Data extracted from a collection
▬▬▬▬▬▬
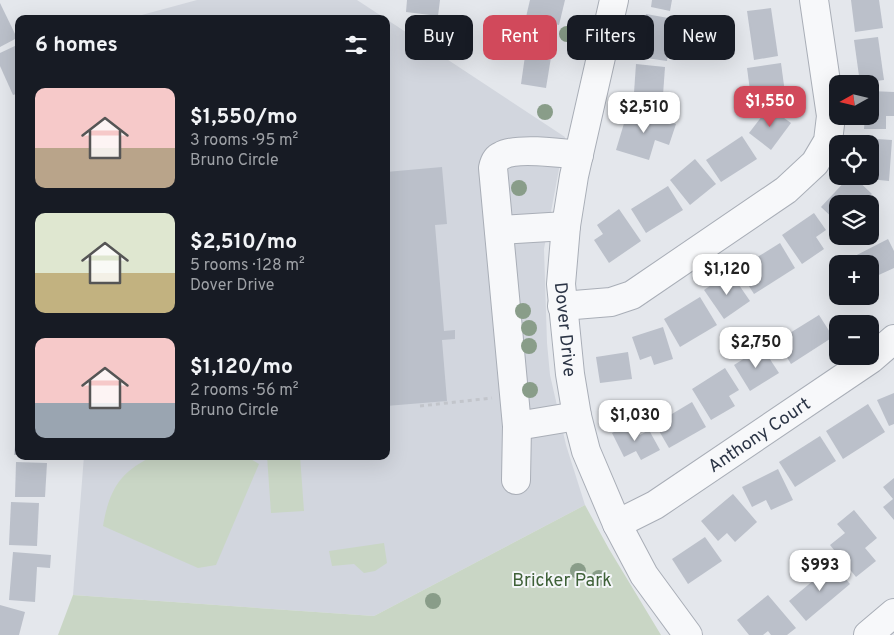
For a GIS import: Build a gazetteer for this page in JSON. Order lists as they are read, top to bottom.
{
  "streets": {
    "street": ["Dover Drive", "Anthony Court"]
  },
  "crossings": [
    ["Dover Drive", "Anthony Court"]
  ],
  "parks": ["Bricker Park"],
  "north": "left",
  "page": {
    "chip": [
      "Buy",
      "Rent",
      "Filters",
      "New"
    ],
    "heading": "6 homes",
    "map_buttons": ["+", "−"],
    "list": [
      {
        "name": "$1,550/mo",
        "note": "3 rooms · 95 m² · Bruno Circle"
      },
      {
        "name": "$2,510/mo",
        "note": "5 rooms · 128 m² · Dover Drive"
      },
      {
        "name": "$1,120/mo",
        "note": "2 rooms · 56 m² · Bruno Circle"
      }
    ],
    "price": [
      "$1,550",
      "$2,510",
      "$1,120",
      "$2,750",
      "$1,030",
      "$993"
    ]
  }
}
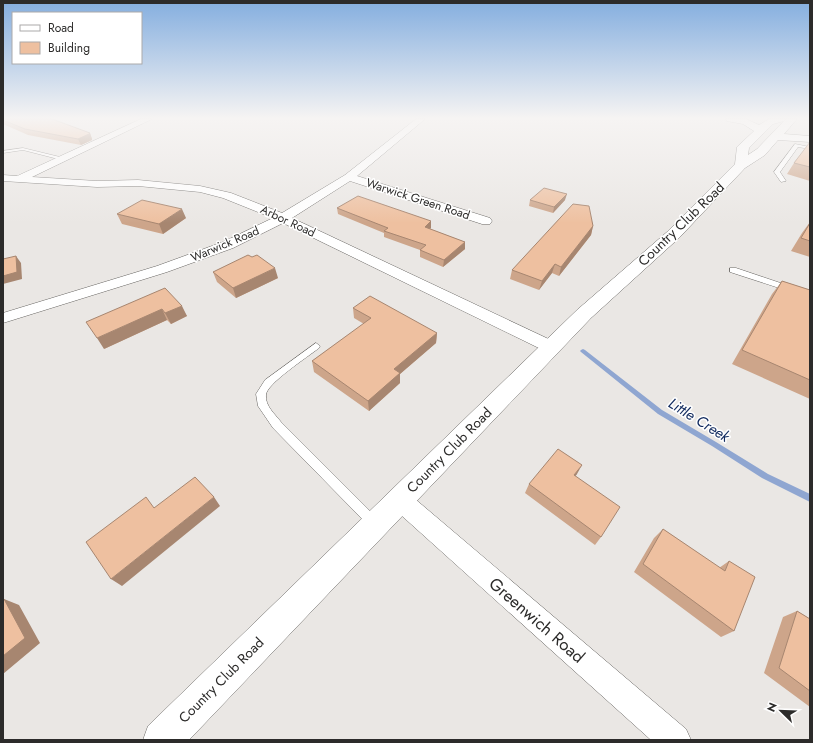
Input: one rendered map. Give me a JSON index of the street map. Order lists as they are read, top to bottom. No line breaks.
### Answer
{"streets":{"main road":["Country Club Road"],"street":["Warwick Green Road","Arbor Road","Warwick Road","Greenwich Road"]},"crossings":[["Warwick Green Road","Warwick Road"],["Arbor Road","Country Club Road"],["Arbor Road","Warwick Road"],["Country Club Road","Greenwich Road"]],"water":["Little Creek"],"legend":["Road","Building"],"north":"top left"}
▬▬▬▬▬▬
The problem: For this exercise, please copy exactly the lines from the one holding "Input: one rendered" through the end of the records, the first and last included.

Solution for this problem:
Input: one rendered map. Give me a JSON index of the street map. Order lists as they are read, top to bottom. No line breaks.
### Answer
{"streets":{"main road":["Country Club Road"],"street":["Warwick Green Road","Arbor Road","Warwick Road","Greenwich Road"]},"crossings":[["Warwick Green Road","Warwick Road"],["Arbor Road","Country Club Road"],["Arbor Road","Warwick Road"],["Country Club Road","Greenwich Road"]],"water":["Little Creek"],"legend":["Road","Building"],"north":"top left"}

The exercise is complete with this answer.